At night I put bubbles in her crate full of pillows. I zip it up and put the cats food and water dish next to bubbles bed. So they can sniff each other in safety all night. They also get use to seeing each other. I never leave bubble unsupervised with the cats bc if she gets to rough my cat bites her really hard.


----------



## hotrod27 (Jun 13, 2012)

When sprocket (my cat) is near Loki's kennel he barks and barks. He does have a pen in the house around his upstairs kennel, sprocket jumps in to be with him but he pins her every time. She will be crying out and trying to get away. I have to pull him off of her. She has her claws I don't understand why she hasn't used them much. My cat did grow up with my GSD Alexis(RIP). Alexis was great with her and at times they slept in the kennel together. Sprocket was by Alexis' side till the end and greived with us when she died. I will keep trying but in the meantime watch them carefully.


----------



## llombardo (Dec 11, 2011)

My dog is constantly playing/chasing with the cats. When I say leave it she does. She recently got sick and one of the only ways I knew right away was because she wasn't going for the cats. When the cats were able to cross her path without a problem, into the vet she went.


----------



## MaggieRoseLee (Aug 17, 2001)

You do need to get a handle on it, normal play can really injure a cat. Specially cause most of the time our pups still think they are the same size as when they started the play and and 8 week old GSD pup with a cat is a little more evenly matched  than an 80 pound GSD.

If your pup is continuously going to the cat when he is bored and wants to play rather than to YOU.. then that's another thing to work on. My cat's job is not to be my dog's readily available tug/chew/chase toy. If I need to step it up to show that I am fun, I play, I run, chase, tug and am fun fun fun then I need to do so.

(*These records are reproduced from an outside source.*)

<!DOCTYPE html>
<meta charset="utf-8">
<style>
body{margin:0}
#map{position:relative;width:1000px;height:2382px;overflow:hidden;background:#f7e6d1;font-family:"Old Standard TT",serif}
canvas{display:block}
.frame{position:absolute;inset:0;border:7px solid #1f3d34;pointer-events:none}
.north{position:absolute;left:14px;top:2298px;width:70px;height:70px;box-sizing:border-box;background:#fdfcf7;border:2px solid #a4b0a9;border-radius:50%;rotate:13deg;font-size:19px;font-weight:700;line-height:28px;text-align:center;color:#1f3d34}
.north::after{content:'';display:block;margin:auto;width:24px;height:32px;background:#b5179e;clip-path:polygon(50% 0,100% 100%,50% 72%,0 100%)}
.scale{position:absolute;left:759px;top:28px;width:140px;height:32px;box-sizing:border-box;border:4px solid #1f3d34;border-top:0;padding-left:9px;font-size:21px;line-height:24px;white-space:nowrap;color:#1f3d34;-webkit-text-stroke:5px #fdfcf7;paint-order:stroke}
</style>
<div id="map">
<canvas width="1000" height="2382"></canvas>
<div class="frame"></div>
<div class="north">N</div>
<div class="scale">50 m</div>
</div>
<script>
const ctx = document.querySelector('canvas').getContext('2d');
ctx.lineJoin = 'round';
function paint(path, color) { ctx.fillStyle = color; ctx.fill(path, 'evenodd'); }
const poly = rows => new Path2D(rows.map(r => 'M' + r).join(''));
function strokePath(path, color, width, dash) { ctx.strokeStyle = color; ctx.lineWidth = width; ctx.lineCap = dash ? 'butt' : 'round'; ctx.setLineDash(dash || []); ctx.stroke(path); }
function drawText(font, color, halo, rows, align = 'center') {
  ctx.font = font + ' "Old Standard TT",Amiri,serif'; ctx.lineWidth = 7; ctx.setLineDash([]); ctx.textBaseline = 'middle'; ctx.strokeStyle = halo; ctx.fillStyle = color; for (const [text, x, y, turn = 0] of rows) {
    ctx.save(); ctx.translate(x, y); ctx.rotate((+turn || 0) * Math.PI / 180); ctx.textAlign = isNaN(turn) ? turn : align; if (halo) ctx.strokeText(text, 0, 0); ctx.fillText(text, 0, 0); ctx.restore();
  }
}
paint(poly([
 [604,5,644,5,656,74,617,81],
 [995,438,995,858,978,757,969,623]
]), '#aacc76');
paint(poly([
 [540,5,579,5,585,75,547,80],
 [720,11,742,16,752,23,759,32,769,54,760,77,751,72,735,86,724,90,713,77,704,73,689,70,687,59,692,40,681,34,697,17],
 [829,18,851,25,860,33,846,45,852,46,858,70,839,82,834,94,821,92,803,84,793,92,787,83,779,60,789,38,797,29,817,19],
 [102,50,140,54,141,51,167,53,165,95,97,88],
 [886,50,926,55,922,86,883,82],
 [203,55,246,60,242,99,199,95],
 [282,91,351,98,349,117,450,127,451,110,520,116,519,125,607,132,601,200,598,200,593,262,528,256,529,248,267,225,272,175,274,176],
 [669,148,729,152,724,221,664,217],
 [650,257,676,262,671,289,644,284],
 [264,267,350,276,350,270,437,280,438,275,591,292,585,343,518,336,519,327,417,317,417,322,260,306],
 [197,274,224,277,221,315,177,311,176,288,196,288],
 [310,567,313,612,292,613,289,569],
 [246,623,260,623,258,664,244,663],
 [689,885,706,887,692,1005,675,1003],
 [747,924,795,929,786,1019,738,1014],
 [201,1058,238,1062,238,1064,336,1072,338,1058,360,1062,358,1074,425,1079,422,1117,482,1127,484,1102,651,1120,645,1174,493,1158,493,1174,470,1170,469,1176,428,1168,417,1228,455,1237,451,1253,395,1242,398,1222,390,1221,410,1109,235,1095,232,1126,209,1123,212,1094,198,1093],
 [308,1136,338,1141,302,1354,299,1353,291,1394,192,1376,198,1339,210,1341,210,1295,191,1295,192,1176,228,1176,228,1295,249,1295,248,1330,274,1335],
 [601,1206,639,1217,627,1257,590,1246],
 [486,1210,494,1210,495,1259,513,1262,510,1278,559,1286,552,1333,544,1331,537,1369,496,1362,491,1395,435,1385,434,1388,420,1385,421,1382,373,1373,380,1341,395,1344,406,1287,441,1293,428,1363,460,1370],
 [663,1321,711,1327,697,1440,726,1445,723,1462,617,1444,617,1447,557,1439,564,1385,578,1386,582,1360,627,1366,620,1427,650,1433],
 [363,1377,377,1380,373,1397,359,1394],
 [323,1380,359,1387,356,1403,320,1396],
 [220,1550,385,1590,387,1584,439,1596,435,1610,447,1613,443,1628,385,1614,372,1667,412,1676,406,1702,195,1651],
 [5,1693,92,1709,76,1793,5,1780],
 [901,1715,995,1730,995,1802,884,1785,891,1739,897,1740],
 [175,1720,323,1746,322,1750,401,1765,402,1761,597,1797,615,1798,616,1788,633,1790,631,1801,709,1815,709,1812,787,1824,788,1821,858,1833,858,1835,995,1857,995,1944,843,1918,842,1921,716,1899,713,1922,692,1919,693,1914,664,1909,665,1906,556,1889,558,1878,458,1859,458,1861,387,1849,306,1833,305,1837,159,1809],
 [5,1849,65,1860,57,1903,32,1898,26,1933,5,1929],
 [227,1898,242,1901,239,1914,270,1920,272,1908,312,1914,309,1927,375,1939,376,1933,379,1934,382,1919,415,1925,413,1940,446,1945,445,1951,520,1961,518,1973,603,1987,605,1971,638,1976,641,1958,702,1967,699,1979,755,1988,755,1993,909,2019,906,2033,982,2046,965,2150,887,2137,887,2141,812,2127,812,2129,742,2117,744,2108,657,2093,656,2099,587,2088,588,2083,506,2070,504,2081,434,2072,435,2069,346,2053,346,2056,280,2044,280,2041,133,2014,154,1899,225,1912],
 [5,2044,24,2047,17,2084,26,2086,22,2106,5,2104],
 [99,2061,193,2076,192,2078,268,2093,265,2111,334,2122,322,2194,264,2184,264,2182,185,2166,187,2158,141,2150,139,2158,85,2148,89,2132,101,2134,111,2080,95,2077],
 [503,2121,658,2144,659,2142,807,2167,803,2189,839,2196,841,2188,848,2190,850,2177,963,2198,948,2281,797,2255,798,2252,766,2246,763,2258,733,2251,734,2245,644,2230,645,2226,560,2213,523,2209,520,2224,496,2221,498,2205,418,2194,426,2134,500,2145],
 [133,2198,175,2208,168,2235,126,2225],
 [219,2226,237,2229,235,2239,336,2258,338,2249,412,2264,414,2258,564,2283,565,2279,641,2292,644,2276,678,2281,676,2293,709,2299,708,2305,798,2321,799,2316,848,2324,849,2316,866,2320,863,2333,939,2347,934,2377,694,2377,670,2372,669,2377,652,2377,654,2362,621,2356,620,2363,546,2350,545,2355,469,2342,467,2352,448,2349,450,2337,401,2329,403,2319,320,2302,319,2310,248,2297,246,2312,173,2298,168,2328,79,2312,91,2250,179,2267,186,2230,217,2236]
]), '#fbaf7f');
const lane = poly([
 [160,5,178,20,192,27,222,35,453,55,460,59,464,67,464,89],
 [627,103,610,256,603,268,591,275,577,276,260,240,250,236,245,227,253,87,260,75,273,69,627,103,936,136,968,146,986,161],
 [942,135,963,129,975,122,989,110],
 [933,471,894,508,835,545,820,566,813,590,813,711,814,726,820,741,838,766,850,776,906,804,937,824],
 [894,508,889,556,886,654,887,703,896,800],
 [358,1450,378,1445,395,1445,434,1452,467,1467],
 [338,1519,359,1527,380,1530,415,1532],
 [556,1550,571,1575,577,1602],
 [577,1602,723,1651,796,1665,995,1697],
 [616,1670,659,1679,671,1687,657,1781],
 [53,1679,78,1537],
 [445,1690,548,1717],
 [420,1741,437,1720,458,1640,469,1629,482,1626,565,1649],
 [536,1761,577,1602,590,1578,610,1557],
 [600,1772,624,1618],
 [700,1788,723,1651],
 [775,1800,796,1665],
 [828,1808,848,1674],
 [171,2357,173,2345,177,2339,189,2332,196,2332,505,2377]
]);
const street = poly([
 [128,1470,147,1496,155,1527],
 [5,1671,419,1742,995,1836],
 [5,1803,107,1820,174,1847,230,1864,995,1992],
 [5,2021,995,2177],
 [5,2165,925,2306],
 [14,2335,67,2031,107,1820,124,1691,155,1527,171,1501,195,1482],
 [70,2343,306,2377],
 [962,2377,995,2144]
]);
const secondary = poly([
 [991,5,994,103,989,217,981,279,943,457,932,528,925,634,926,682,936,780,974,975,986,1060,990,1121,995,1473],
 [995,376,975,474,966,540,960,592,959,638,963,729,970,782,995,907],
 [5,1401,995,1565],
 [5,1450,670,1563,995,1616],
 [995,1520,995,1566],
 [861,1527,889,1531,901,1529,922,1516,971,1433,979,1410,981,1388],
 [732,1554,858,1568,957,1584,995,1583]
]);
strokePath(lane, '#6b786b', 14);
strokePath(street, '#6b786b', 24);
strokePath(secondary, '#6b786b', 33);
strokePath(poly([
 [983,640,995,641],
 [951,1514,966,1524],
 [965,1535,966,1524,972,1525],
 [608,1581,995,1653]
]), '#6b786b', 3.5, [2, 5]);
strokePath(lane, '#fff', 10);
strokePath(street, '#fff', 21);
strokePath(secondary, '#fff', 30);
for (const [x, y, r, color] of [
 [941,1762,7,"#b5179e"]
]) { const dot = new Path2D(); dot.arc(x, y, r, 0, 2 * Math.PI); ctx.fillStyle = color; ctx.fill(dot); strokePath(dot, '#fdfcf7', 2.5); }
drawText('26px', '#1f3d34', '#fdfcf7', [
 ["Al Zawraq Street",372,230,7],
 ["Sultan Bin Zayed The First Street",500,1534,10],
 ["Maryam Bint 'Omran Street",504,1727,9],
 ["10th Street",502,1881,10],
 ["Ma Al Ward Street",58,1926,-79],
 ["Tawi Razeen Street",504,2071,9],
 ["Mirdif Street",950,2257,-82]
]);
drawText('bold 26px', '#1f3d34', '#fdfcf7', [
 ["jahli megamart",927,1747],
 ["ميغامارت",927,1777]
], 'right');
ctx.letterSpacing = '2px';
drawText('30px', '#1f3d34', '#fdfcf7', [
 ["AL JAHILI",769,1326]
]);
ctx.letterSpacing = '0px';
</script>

How are the dog classes going? How many dozens of tricks have you been able to teach your pup?

Engagement - Key to Training

Teaching a trick is the least important part of teaching tricks

Intro to Clicker Training (perfect for puppies!)

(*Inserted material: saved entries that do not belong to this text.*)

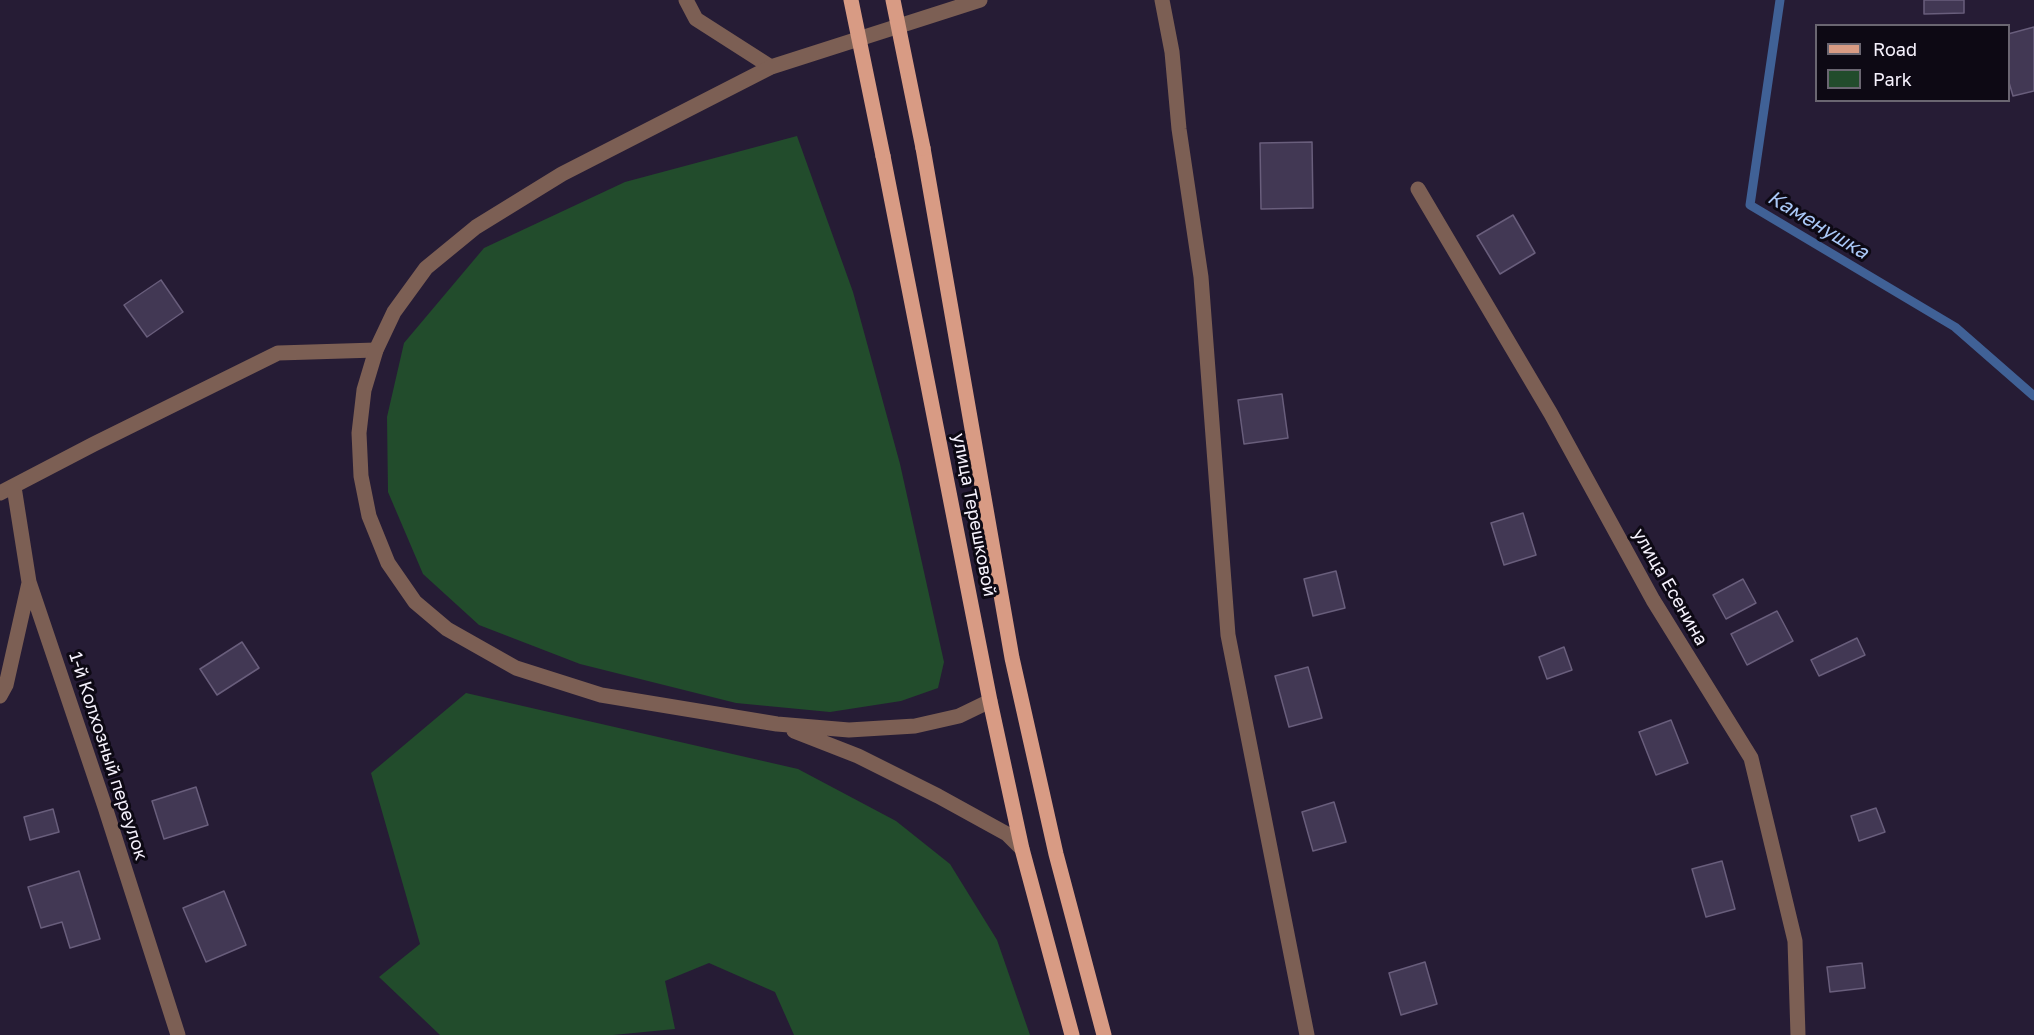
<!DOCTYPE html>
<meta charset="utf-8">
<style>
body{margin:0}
#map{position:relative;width:2034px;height:1035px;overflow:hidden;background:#261c35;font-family:"Golos Text",sans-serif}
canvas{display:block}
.legend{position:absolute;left:1815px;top:24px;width:195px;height:78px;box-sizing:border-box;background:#0d0914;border:2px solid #6a6671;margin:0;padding:8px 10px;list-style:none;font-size:18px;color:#f6f2fd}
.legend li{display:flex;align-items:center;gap:12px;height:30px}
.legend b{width:30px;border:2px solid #6a6671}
</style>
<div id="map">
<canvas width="2034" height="1035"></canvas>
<ul class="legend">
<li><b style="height:8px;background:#d89b84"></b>Road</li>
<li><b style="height:16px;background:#224c2c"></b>Park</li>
</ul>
</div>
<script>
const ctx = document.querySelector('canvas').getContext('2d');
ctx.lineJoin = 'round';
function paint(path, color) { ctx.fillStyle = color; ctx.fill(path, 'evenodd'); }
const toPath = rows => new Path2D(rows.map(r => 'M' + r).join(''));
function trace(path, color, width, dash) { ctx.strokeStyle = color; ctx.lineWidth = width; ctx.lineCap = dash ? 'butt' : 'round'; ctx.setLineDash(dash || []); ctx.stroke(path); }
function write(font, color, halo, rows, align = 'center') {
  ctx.font = font + ' "Golos Text",sans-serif'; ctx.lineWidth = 6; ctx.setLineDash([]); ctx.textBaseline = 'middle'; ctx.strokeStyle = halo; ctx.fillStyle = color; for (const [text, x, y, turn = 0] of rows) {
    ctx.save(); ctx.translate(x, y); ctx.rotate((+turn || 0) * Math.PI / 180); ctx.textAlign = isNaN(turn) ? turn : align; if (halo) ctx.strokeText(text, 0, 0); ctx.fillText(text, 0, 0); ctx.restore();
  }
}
paint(toPath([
 [797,136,853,292,900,464,944,662,938,688,901,701,830,712,736,703,580,664,479,625,423,574,388,492,387,417,404,343,484,248,625,182],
 [466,693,798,769,896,821,950,864,997,940,1030,1035,794,1035,775,992,709,963,665,981,675,1029,613,1035,440,1035,379,977,420,944,371,773]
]), '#224c2c');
trace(toPath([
 [1780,0,1750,205,1955,327,2034,396]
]), '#406196', 9);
const building = toPath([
 [1924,0,1964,0,1964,13,1924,14,1924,0],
 [2034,27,2034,91,2013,96,2008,79,2008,34,2034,27],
 [1312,142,1313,208,1261,209,1260,143,1312,142],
 [1513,215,1535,253,1500,274,1477,236,1513,215],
 [161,280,183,312,147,337,124,305,161,280],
 [1282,394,1288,438,1244,444,1238,400,1282,394],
 [1523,513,1536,555,1504,565,1491,523,1523,513],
 [1336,571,1345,608,1313,616,1304,579,1336,571],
 [1743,579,1756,603,1726,619,1713,595,1743,579],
 [1777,611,1793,641,1747,665,1731,634,1777,611],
 [1857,638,1865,655,1819,676,1811,660,1857,638],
 [242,642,259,668,217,695,200,669,242,642],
 [1564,647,1572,670,1547,679,1539,657,1564,647],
 [1308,667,1322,718,1289,727,1275,676,1308,667],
 [1671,720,1688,763,1656,775,1639,732,1671,720],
 [196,787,208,825,164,839,152,801,196,787],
 [1334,802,1346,842,1313,851,1302,812,1334,802],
 [1876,808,1885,832,1859,841,1851,816,1876,808],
 [53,809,59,832,30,840,24,817,53,809],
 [1722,861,1735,909,1706,917,1692,869,1722,861],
 [79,871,100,939,70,948,62,922,41,928,28,887,79,871],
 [224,891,246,945,206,962,183,908,224,891],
 [1425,962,1437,1004,1401,1015,1389,973,1425,962],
 [1862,963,1865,988,1830,992,1827,967,1862,963]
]);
paint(building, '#423854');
trace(building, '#695e7c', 1.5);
trace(toPath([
 [686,0,696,19,771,67],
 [14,487,29,582,105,807,178,1035],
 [0,493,94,444,278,353,376,350],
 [0,696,6,685,29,583]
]), '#7c5f54', 15);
trace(toPath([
 [1418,189,1551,414,1653,600,1751,758,1795,941,1798,1035]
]), '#7c5f54', 15);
trace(toPath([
 [980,0,771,67,562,174,476,227,426,268,394,312,376,350,364,390,359,433,361,476,369,516,388,563,415,602,447,629,516,668,601,695,777,724,849,730,915,726,959,716,990,701],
 [1162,0,1172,52,1179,129,1201,277,1228,635,1307,1035],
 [794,731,858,756,938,796,1007,834,1022,849]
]), '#7c5f54', 15);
trace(toPath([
 [923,148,1012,658,1056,854,1104,1035],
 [883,156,990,701,1022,849,1072,1035]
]), '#d89b84', 15);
trace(toPath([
 [851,0,883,156],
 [893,0,923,148]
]), '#d89b84', 15);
write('18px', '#f6f2fd', '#0d0914', [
 ["улица Терешковой",974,515,79],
 ["улица Есенина",1670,587,60],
 ["1-й Колхозный переулок",108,756,72]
]);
write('italic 20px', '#aac8f7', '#0d0914', [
 ["Каменушка",1818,225,31]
]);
</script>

Why bother to 'socialize' and I want photos/videos of puppies/dogs.....


----------



## hotrod27 (Jun 13, 2012)

I have not had enough time to work with him lately. He knows the basic sit,stay,lay down, and kennel up. Working on leave it and not pulling when I walk him. He starts training next week for 6 weeks. With kids in school I should have more time. I take my dad to car cruise ins 3 to 4 times a week and I make sure to bring Loki with me. He is great when in public and love people.


----------



## Radio (Aug 28, 2012)

I'm here for suggestions too. Radio chases our cat, Baxter. We're working on Leave It, but for now either we get Baxter up higher than Radio can reach, or he does it himself. If he really doesn't want to move from his spot and she won't leave him alone, he smacks her on the face a few times. 

Right now the dynamic isn't a huge issue, but I worry about what someone mentioned above - eventually Radio will be much larger and could really hurt Bax. This is a daily frustration for us.


----------



## Mary Beth (Apr 17, 2010)

I suggest you take MaggieRoseLee's advice before your cat gets hurt. Make time to work with your pup, play with him, and provide him with his own soft chew toys. I know it is a lot of work but worth it for all of you. Be sure you don't leave the pup and cat alone in the house unless the pup is in his crate. I had a cat when my dog was a pup. Though my cat was used to dogs, I was very careful. She was old and slow but even a young cat can get hurt by a big pup or dog. I would not allow my pup to chase after the cat. When the pup would chase after the cat - I stopped it right away. I would lift the cat up and say sternly "mine" and then give him his soft bear - make it squeak - and say very happily "this is your's". My pup slept in his crate until he was a year-old so he couldn't chase the cat at night. I even kept him on a leash which I hooked to my belt when I was working on the computer or reading so that he couldn't chase after the cat. That also helps in house training. Easy to catch when the pup needs to go before any accident happens.


----------